What the task requires — Which lines in the data below contain the word "labels"? Pull each of them out.
━━━
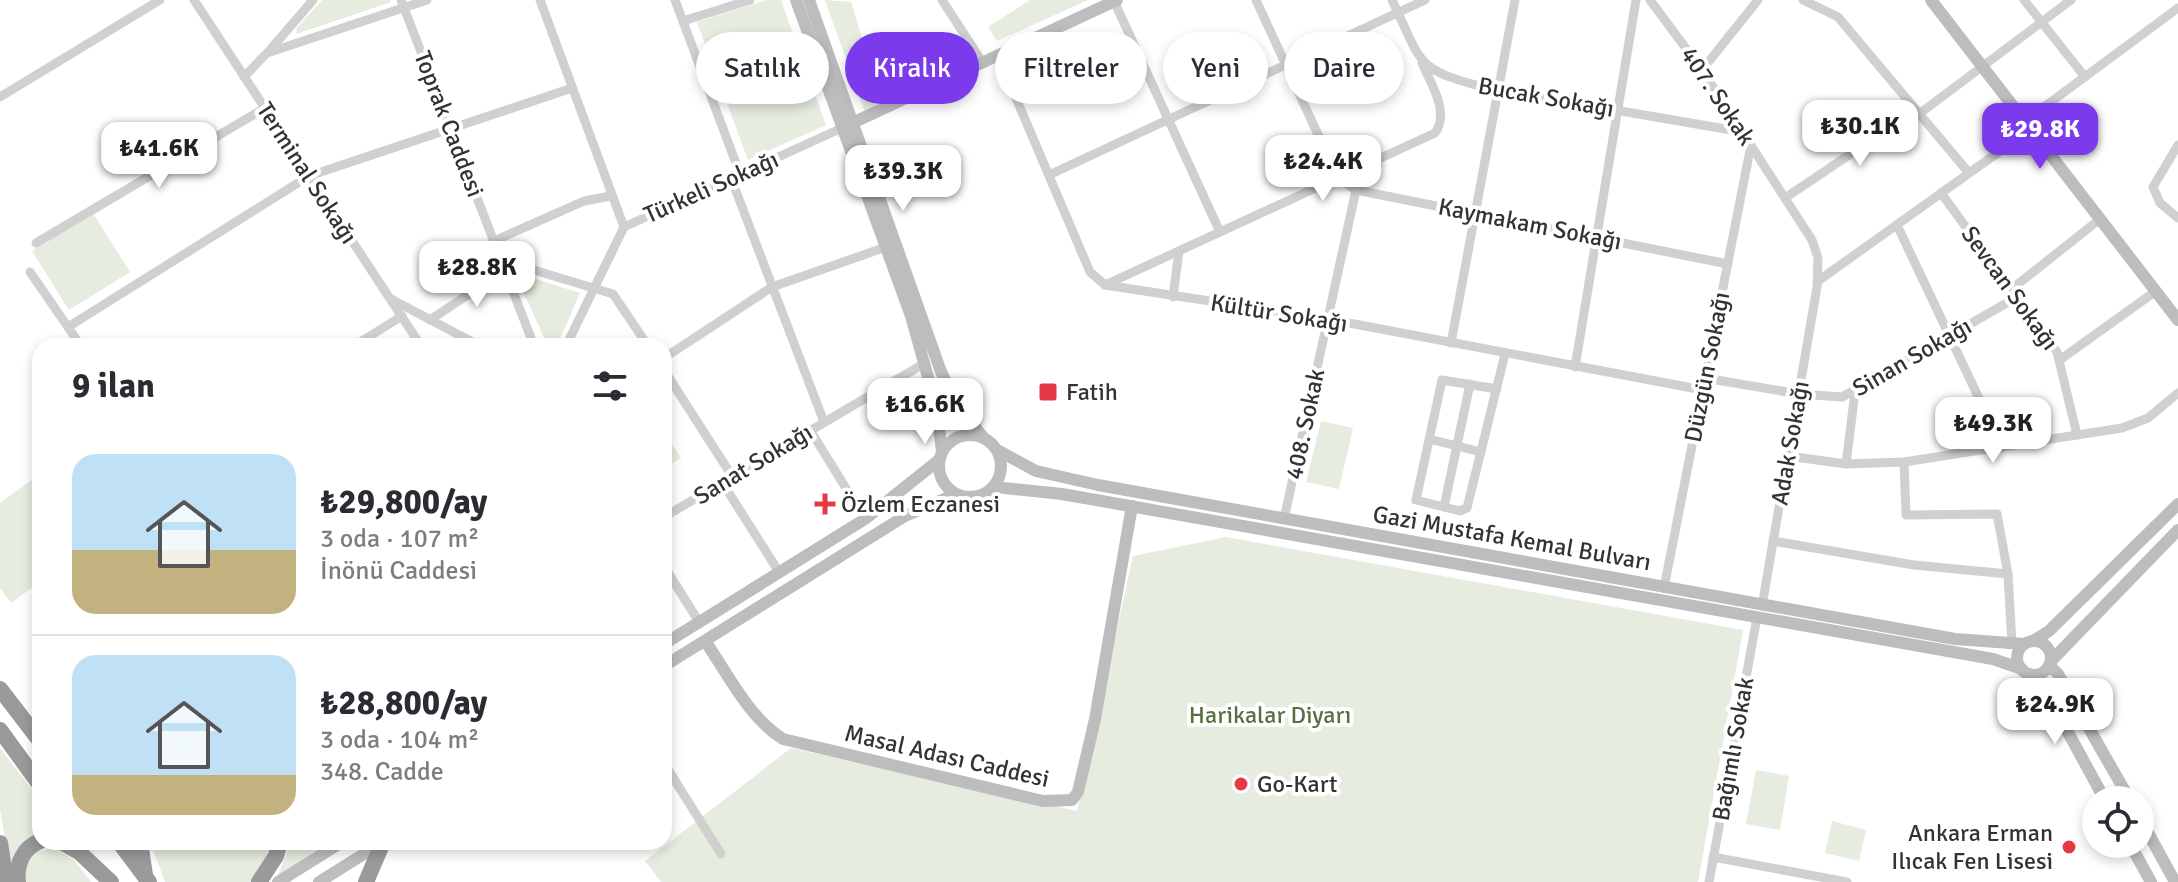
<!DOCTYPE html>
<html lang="tr">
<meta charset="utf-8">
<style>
body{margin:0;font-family:Signika,sans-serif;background:#f7f7f7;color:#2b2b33;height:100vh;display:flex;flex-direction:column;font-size:30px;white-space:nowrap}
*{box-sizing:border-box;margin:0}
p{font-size:26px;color:#7c7c81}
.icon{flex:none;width:44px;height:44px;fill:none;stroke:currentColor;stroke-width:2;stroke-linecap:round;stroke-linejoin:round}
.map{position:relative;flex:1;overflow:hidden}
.details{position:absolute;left:32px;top:338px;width:640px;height:512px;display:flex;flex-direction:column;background:#fff;border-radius:24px;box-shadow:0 4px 12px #0003}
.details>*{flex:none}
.hud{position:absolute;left:696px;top:32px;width:760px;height:72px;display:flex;gap:16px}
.controls{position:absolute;left:2082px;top:786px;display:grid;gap:16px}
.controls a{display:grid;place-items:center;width:72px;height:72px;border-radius:50%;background:#fff;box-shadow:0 4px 12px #0003;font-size:40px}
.price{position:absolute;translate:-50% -68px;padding:0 18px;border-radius:16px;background:#fff;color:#222;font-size:26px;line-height:52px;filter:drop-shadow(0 2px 4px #0008)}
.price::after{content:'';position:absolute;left:50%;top:48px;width:24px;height:18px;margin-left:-12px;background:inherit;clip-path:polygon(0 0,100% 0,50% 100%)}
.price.active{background:#7c3aed;color:#fff}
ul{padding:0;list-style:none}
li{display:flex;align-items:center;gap:24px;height:200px;padding:0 40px}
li+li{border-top:2px solid #e1e1e2}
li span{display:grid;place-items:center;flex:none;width:224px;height:160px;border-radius:24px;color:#555}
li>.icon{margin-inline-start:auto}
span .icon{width:96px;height:96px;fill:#fffc;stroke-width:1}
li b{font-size:34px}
h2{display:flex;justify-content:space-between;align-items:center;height:96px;padding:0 40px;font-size:34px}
.chip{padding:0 28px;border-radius:36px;background:#fff;box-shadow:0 4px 12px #0003;font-size:28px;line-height:72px}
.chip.active{background:#7c3aed;color:#fff}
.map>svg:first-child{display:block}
.green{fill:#e6ecdf}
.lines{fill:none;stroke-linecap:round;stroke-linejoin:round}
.street{stroke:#d0d0d0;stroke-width:9}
.secondary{stroke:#bdbdbd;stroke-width:12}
.highway{stroke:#9a9a9a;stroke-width:16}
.poi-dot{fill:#e63946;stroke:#fff;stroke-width:3}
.labels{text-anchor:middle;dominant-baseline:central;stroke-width:8;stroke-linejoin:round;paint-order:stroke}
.street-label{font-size:24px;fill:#333;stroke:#fff}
.poi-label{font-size:24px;fill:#333;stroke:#fff;text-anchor:start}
.park-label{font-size:24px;fill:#56703f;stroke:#fff}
</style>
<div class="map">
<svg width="2178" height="882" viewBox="0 0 2178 882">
<rect width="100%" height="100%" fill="#fff"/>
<g class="green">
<polygon points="322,0 390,0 391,2 296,34 297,28"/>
<polygon points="766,0 781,0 826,125 748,160 697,22"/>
<polygon points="825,0 851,2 882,102 865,112"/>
<polygon points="1030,0 1088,0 997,41 988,27"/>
<polygon points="93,213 130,272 69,310 32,251"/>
<polygon points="514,272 580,293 557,346 548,346"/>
<polygon points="1321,421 1353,428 1339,489 1306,482"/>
<polygon points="664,432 681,458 664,468"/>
<polygon points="40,474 40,582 11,603 0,588 0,503"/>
<polygon points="1226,537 1743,630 1698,882 661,882 645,861 791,748 1077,811 1133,556"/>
<polygon points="0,748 40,800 40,833 19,848 10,868 0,810"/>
<polygon points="1756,770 1789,776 1780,830 1746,824"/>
<polygon points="1832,821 1866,830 1859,861 1825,853"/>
<polygon points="150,842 275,842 255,882 165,882"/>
<polygon points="291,842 335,842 277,878"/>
<polygon points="54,848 74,860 91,882 26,882 26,867 35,852"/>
</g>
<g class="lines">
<g class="street">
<polyline points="194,0 421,346"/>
<polyline points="401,0 501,260 613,294 648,346"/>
<polyline points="540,0 624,227 566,346"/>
<polyline points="675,0 740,174"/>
<polyline points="942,0 983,63"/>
<polyline points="1256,0 1338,178 1356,190 1728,264"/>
<path d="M1392,0c31,65 22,69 95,88l256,44"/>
<polyline points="1650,0 1702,70 1812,240 1818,258 1817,287 1762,606"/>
<polyline points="1803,0 1838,17 1969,173"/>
<polyline points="2024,0 2085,77"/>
<polyline points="1114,1 1220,232"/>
<polyline points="683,21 750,0"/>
<polyline points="270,50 313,0"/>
<polyline points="998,56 1090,272 1105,285 1328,319 1703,390"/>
<polyline points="1702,70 1758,0"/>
<polyline points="244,77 267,53 427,0"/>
<polyline points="0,97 160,0"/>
<polyline points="1919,114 2071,0"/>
<polyline points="2025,121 2178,8"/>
<polyline points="2178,145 2153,187 2160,203 2178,218"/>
<polyline points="1049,175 1425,0"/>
<polyline points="731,178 824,422"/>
<polyline points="1941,193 2057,352 2077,435"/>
<polyline points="1785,198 1916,110"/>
<polyline points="1897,225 2002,447"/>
<polyline points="624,227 842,128"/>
<polyline points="494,241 584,201 611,196"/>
<polyline points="36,243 265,108"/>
<polyline points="501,260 534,346"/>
<polyline points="30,272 81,346"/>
<polyline points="1818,281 2031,129"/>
<path d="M1105,285l330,-152c15,-21 -4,-49 -13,-70"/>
<polyline points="2013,288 2100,219"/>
<polyline points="1173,297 1179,251"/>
<polyline points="391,299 480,346"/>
<polyline points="430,320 505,270"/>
<polyline points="68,327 309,176 572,88"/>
<polyline points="1451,343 1515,0"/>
<polyline points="354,346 402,316"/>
<polyline points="664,358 772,287 886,247"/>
<polyline points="2061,359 2156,291"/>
<polyline points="1575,367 1636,0"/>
<polyline points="664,370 732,476"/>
<polyline points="1705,378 1799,394 1842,397 2019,296"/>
<polyline points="1497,389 1442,380 1416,500 1460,511 1467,508 1505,354"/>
<polyline points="810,430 865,519"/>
<polyline points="1429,439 1481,452"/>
<polyline points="1788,456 1846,464 1904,462 2122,428 2148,418 2178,393"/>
<polyline points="1904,462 1906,515 1997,514 2008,574"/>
<polyline points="1846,464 1855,392"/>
<polyline points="722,482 779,572"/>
<polyline points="1444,507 1470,384"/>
<polyline points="664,517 925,363"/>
<polyline points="1284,519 1356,190"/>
<polyline points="1773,541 1914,565 2008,574 2012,644"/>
<polyline points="664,566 699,622"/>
<polyline points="1664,588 1751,145"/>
<polyline points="664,763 721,854"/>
<polyline points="1713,857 1847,882"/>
<polyline points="1709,882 1757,617"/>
</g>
<g class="secondary">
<polyline points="796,0 911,316 936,406 942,451"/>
<polyline points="809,0 940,369 954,401 983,437"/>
<polyline points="1931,0 2178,320"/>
<polyline points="848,125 1117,0"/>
<circle cx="970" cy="466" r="31"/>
<polyline points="997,450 1036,471 1098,485 1955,639 2024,644"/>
<polyline points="994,487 1062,494 1993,659 2022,669"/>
<path d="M705,641c23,33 44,77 78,98l260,62 29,-1 6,-8 17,-73 37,-213"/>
<polyline points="2033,641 2049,631 2178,504"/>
<circle cx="2034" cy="658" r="17"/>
<polyline points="664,644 865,519 939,460"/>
<polyline points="2051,661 2178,530"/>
<polyline points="2049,665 2058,674 2130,800"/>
<polyline points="664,666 905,516 956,494"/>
<polyline points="2030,674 2046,692 2105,800"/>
<polyline points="2140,818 2175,882"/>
<polyline points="2130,844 2151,882"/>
<polyline points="278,882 342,842"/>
<polyline points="319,882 383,842"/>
</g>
<g class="highway">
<polyline points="0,689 40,741"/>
<polyline points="0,730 40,785"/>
<polyline points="61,842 79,852 111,882"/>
<polyline points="119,842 149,882"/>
<polyline points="140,842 145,875"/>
<polyline points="0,843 6,882"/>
<path d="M18,882c-2,-18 5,-34 22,-41"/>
<polyline points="259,882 276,856 280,842"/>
<polyline points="366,882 383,842"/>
</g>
</g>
<g class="poi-dot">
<rect x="1038" y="382" width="20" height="20" rx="4"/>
<path d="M821 492h8v8h8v8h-8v8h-8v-8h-8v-8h8z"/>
<circle cx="1241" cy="784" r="8"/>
<circle cx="2069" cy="847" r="8"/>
</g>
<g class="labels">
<g class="street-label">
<text transform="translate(1718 96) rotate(56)">407. Sokak</text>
<text transform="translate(1546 97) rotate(10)">Bucak Sokağı</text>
<text transform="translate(449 124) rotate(69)">Toprak Caddesi</text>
<text transform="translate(307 173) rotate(57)">Terminal Sokağı</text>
<text transform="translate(711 187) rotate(-24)">Türkeli Sokağı</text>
<text transform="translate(1530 224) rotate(11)">Kaymakam Sokağı</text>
<text transform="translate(2010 288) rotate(54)">Sevcan Sokağı</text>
<text transform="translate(1279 313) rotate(9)">Kültür Sokağı</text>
<text transform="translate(1912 357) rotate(-30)">Sinan Sokağı</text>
<text transform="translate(1707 367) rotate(-79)">Düzgün Sokağı</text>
<text transform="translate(1305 424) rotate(-78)">408. Sokak</text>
<text transform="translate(1790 443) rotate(-80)">Adak Sokağı</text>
<text transform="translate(753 464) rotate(-31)">Sanat Sokağı</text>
<text transform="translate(1512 538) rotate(10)">Gazi Mustafa Kemal Bulvarı</text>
<text transform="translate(1733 749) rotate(-80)">Bağımlı Sokak</text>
<text transform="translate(947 756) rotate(13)">Masal Adası Caddesi</text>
</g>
<g class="poi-label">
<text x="1066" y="392">Fatih</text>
<text x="841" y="504">Özlem Eczanesi</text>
<text x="1257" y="784">Go-Kart</text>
<text x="2053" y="833" text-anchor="end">Ankara Erman<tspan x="2053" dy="28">Ilıcak Fen Lisesi</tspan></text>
</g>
<g class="park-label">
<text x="1270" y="715">Harikalar Diyarı</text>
</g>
</g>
</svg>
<div class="controls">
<a><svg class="icon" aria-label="locate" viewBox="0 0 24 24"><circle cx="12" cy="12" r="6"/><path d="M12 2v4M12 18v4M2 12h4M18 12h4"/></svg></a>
</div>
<b class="price" style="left:1860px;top:168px">₺30.1K</b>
<b class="price active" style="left:2040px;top:171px">₺29.8K</b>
<b class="price" style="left:159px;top:190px">₺41.6K</b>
<b class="price" style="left:1323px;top:203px">₺24.4K</b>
<b class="price" style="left:903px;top:213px">₺39.3K</b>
<b class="price" style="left:477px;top:309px">₺28.8K</b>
<b class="price" style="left:925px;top:446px">₺16.6K</b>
<b class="price" style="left:1993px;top:465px">₺49.3K</b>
<b class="price" style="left:2055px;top:746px">₺24.9K</b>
<div class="hud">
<a class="chip">Satılık</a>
<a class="chip active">Kiralık</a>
<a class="chip">Filtreler</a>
<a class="chip">Yeni</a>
<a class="chip">Daire</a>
</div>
<section class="details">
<h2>9 ilan<svg class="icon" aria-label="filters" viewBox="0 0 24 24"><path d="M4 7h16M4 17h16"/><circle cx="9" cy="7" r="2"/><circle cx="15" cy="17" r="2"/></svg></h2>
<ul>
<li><span style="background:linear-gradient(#bfe0f5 60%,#c2b280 0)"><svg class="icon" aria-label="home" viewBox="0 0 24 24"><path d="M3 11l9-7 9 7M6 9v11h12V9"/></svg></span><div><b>₺29,800/ay</b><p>3 oda · 107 m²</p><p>İnönü Caddesi</p></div></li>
<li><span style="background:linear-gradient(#bfe0f5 75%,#c2b280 0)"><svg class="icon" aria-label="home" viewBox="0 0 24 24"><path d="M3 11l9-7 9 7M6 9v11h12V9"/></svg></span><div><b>₺28,800/ay</b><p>3 oda · 104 m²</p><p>348. Cadde</p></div></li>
</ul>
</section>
</div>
━━━
Solution for this problem —
.labels{text-anchor:middle;dominant-baseline:central;stroke-width:8;stroke-linejoin:round;paint-order:stroke}
<g class="labels">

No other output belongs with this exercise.